**Task item**:
In the records below, how many lines hold the word "halo"? Give only the number.

Top of Extracted data

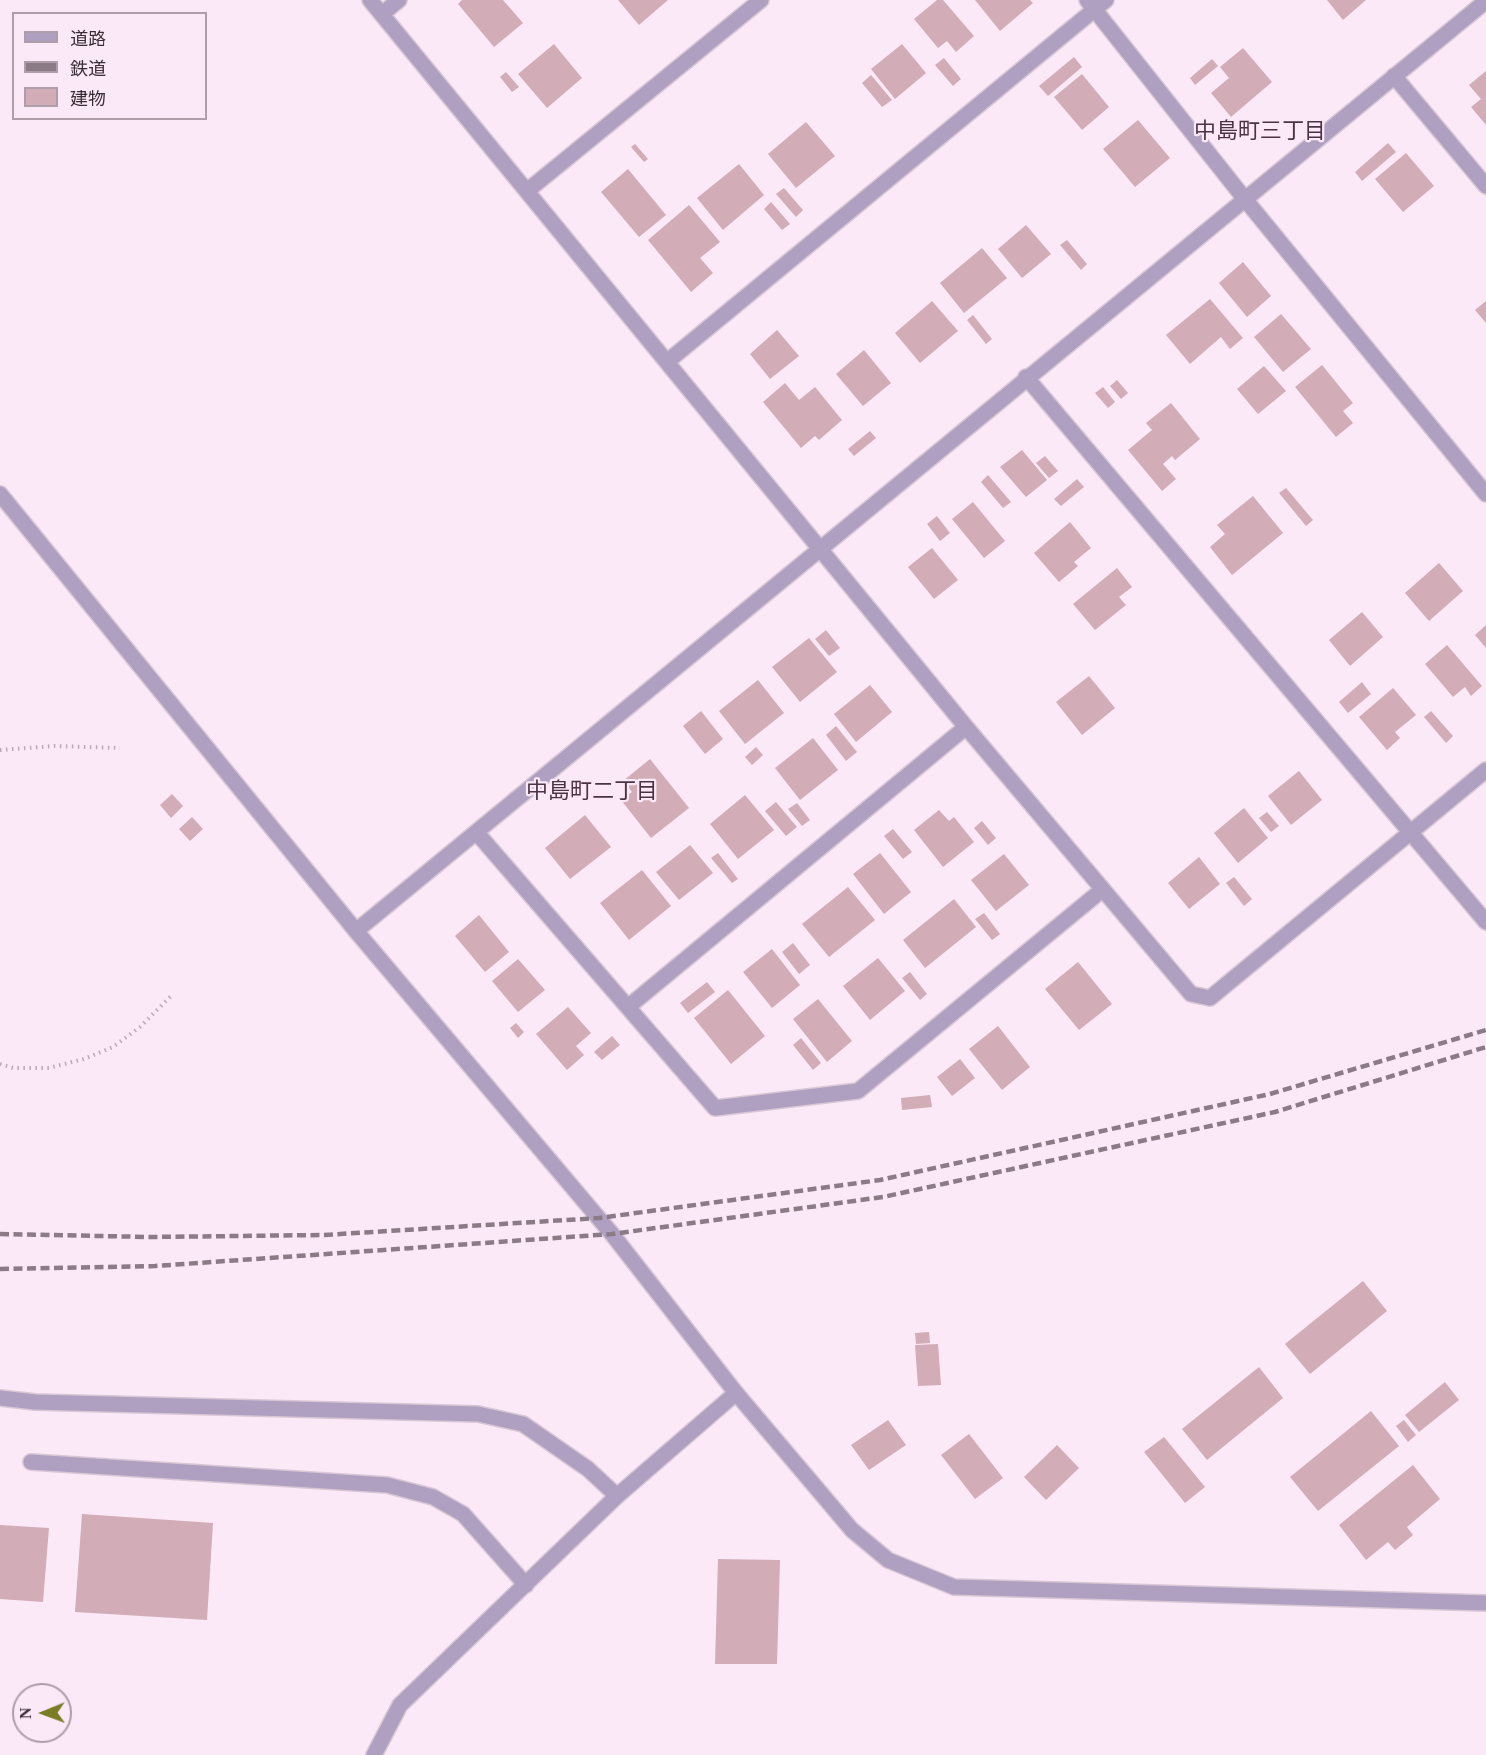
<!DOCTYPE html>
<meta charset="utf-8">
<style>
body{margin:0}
#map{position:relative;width:1486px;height:1755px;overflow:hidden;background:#fbe9f7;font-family:"Times New Roman","Noto Sans JP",serif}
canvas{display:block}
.legend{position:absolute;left:12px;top:12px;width:195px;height:108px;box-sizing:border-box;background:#fbe9f7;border:2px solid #ad9eaa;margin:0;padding:8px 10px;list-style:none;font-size:18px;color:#392d36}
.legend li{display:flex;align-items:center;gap:12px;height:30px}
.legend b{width:30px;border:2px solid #ad9eaa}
.north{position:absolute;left:12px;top:1683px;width:60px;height:60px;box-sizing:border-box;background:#fbe9f7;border:2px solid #ad9eaa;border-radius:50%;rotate:269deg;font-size:16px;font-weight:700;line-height:24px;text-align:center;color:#392d36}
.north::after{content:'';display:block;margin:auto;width:21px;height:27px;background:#7a7d25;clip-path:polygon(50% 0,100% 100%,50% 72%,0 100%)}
</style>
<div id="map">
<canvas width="1486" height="1755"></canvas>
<ul class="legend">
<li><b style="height:8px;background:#af9fc1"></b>道路</li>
<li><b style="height:8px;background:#8a7b86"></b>鉄道</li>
<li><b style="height:16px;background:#d2acb6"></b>建物</li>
</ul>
<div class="north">N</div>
</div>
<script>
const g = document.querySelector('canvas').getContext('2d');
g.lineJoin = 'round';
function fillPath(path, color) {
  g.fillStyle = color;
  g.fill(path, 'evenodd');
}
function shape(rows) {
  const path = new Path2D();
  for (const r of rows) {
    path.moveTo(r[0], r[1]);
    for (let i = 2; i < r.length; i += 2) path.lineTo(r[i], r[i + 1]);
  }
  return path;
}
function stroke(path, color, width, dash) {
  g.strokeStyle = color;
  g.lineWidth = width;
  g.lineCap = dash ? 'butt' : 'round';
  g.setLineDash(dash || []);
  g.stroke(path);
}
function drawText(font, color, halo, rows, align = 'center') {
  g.font = font + ' "Times New Roman","Noto Sans JP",serif';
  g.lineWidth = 4.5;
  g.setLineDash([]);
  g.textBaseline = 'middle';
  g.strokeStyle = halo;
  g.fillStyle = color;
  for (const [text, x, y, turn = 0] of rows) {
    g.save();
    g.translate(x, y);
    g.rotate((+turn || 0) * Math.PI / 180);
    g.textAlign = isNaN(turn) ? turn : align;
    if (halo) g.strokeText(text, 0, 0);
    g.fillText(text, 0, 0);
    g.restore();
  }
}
const building = shape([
 [462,0,503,0,523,23,494,47,458,4],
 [618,0,668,0,639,25],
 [937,0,943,0,974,36,956,52,947,41,938,48,914,19],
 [975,0,1030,0,1033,3,1000,31],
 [1327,0,1366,0,1343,20],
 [554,44,582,78,547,108,518,74],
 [902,44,926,73,895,99,871,69],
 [1243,48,1272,82,1231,117,1211,93,1229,78,1220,67],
 [1074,57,1082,67,1048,96,1039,86],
 [944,58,961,79,953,86,935,65],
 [1212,59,1218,66,1195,85,1190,78],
 [1486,71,1486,125,1471,107,1481,99,1469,85],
 [506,72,519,87,512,92,500,77],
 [1082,74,1109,107,1082,130,1054,97],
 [871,75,892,100,882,107,862,83],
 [1138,120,1170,158,1135,187,1103,149],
 [806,122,835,156,796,188,768,154],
 [1388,143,1396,152,1362,181,1355,172],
 [635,144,648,159,644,162,631,147],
 [1406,153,1434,186,1403,212,1375,179],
 [739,164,764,195,723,230,697,198],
 [628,169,666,215,639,237,601,192],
 [784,188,803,210,796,217,776,194],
 [771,202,790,224,782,230,764,209],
 [689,205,720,242,700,258,713,273,691,292,648,240],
 [1026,225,1051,254,1022,278,998,249],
 [1067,240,1087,264,1081,270,1060,245],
 [982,248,1007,278,964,313,940,283],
 [1243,262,1271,296,1247,317,1219,283],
 [1210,299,1243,338,1230,349,1221,337,1190,364,1166,335],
 [932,301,958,331,920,363,895,333],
 [1486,301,1486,323,1475,310],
 [1281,314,1311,349,1283,372,1254,337],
 [973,315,992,339,986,344,967,320],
 [777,330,799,356,770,379,750,354],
 [864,350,891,383,863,406,836,374],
 [1322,365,1353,403,1343,411,1353,423,1336,437,1295,387],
 [1264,366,1286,391,1258,414,1237,389],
 [1117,380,1128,393,1121,399,1110,386],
 [785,383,799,400,815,387,842,420,819,440,815,436,801,448,763,402],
 [1103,387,1115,402,1108,408,1095,393],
 [1171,403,1200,439,1175,460,1172,456,1163,464,1176,479,1162,491,1128,450,1152,430,1146,423],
 [870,431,876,438,854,456,848,449],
 [1022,450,1047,480,1026,497,1000,467],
 [1045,456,1058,471,1049,478,1036,463],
 [988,475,1011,502,1003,508,981,482],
 [1077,479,1084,487,1061,506,1054,499],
 [1286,488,1313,520,1306,526,1279,493],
 [1253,496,1283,533,1232,575,1210,547,1225,534,1217,525],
 [973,502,1005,541,984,558,952,519],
 [937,516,950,533,940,541,927,524],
 [1070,522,1091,548,1074,562,1078,566,1059,582,1034,553],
 [932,548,958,580,934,599,908,567],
 [1439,563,1463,591,1429,621,1405,593],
 [1117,568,1132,587,1119,597,1126,605,1095,630,1073,604],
 [1362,612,1383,637,1350,666,1329,640],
 [1486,625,1486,648,1475,635],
 [826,630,840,648,829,656,815,639],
 [809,638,837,672,800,702,772,667],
 [1447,645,1482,686,1471,696,1465,687,1453,697,1425,664],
 [1089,676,1115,708,1082,735,1056,702],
 [758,680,784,713,745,744,719,711],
 [1362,682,1371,694,1348,713,1339,702],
 [870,685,892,712,856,742,834,714],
 [1393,688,1416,715,1395,732,1400,738,1387,750,1359,717],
 [701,711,723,739,705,754,683,726],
 [1431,711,1453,736,1446,743,1424,717],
 [836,726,857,752,846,761,826,735],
 [813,738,838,770,800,800,775,768],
 [756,747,763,755,752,765,745,757],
 [650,759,689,808,651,838,621,800,632,792,623,781],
 [1299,771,1322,800,1291,825,1268,796],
 [172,794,183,806,171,818,160,805],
 [745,795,774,830,738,859,710,824],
 [776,802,797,827,786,836,765,811],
 [797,803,810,820,802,826,788,809],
 [1244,808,1268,838,1238,863,1214,833],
 [939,810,949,821,954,817,974,842,943,867,914,830],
 [1267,812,1279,826,1271,832,1259,818],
 [585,815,611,847,570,879,545,848],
 [192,817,203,829,190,841,179,829],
 [982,821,996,838,988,845,974,828],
 [893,829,912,852,903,859,884,836],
 [690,845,713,873,679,900,656,872],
 [718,853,738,879,732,883,711,858],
 [880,853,911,892,884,914,853,874],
 [1004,854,1029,885,996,911,971,880],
 [1199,857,1220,884,1189,909,1168,883],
 [642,870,671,906,629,940,600,903],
 [1234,877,1252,899,1244,906,1226,883],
 [848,887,875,920,829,957,802,924],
 [954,899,976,927,925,968,903,940],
 [984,913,1000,934,992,940,975,919],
 [479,915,509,952,485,972,455,936],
 [793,943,810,965,799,974,782,952],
 [772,949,800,985,772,1008,743,972],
 [878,958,905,991,870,1020,843,986],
 [518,959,545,990,518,1012,492,981],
 [1078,962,1112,1004,1079,1030,1045,989],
 [910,972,927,994,920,1000,902,978],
 [707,982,715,992,688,1013,680,1003],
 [728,990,765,1036,731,1064,694,1018],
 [818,999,852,1041,827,1062,793,1019],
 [568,1007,591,1033,576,1046,584,1055,567,1070,536,1034],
 [516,1023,524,1032,518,1038,510,1028],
 [998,1026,1030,1067,1002,1090,969,1049],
 [612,1036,620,1045,602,1060,594,1052],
 [801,1038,821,1063,813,1070,793,1045],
 [960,1059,975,1078,952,1096,937,1077],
 [930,1095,932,1107,902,1110,901,1098],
 [1363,1281,1387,1311,1310,1374,1285,1344],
 [929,1332,930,1343,916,1344,915,1333],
 [938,1344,941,1385,918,1386,915,1345],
 [1259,1367,1283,1398,1207,1460,1182,1429],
 [1445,1382,1459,1400,1419,1432,1405,1415],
 [1371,1411,1399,1446,1318,1511,1290,1477],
 [888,1420,906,1445,869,1470,851,1445],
 [1404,1420,1416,1435,1408,1442,1396,1426],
 [969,1434,1003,1478,975,1499,941,1455],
 [1164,1437,1205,1487,1185,1503,1144,1452],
 [1057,1445,1079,1468,1046,1500,1024,1477],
 [1413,1465,1440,1499,1407,1527,1413,1535,1395,1550,1388,1542,1366,1560,1339,1525],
 [82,1514,213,1523,207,1620,75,1612],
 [0,1525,49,1528,43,1602,0,1599],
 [718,1559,780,1560,777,1664,715,1664]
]);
const path = shape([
 [0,750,54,746,120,748],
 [0,1064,13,1068,49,1068,84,1059,113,1047,140,1027,173,994]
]);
const service = shape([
 [0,1398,35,1402,478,1414,523,1424,588,1469,617,1496,400,1705,374,1755],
 [31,1462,387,1485,433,1497,463,1514,526,1585]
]);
const minor = shape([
 [370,0,966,727,1191,994,1210,998,1486,770],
 [1087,0,1244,198,1486,494],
 [382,14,399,0],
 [1394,76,1486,186],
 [527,191,761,0],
 [668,361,1106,0],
 [1026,377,1486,922],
 [477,833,715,1108,858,1091,1102,890],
 [628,1007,966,727],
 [617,1496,736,1393]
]);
const tertiary = shape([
 [0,494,356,931,612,1234,736,1393,852,1530,888,1560,954,1587,1486,1603],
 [356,931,1486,1]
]);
const rail = shape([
 [0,1234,150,1237,324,1235,599,1218,880,1180,1270,1094,1486,1030],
 [0,1269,155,1266,612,1234,883,1197,1275,1112,1486,1047]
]);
const neighbourhoodNames = [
 ["中島町三丁目",1260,132],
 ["中島町二丁目",592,792]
];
fillPath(building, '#d2acb6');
stroke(service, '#d8c7d4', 18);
stroke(minor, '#d8c7d4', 18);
stroke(tertiary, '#d8c7d4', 18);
stroke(path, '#baaab6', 4, [1.5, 4.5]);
stroke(service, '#af9fc1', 15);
stroke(minor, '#af9fc1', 15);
stroke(tertiary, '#af9fc1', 15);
stroke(rail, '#8a7b86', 4.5, [9, 4.5]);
drawText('22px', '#4b3346', '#fbe9f7', neighbourhoodNames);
</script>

Bottom of Extracted data

**Solution below**:
3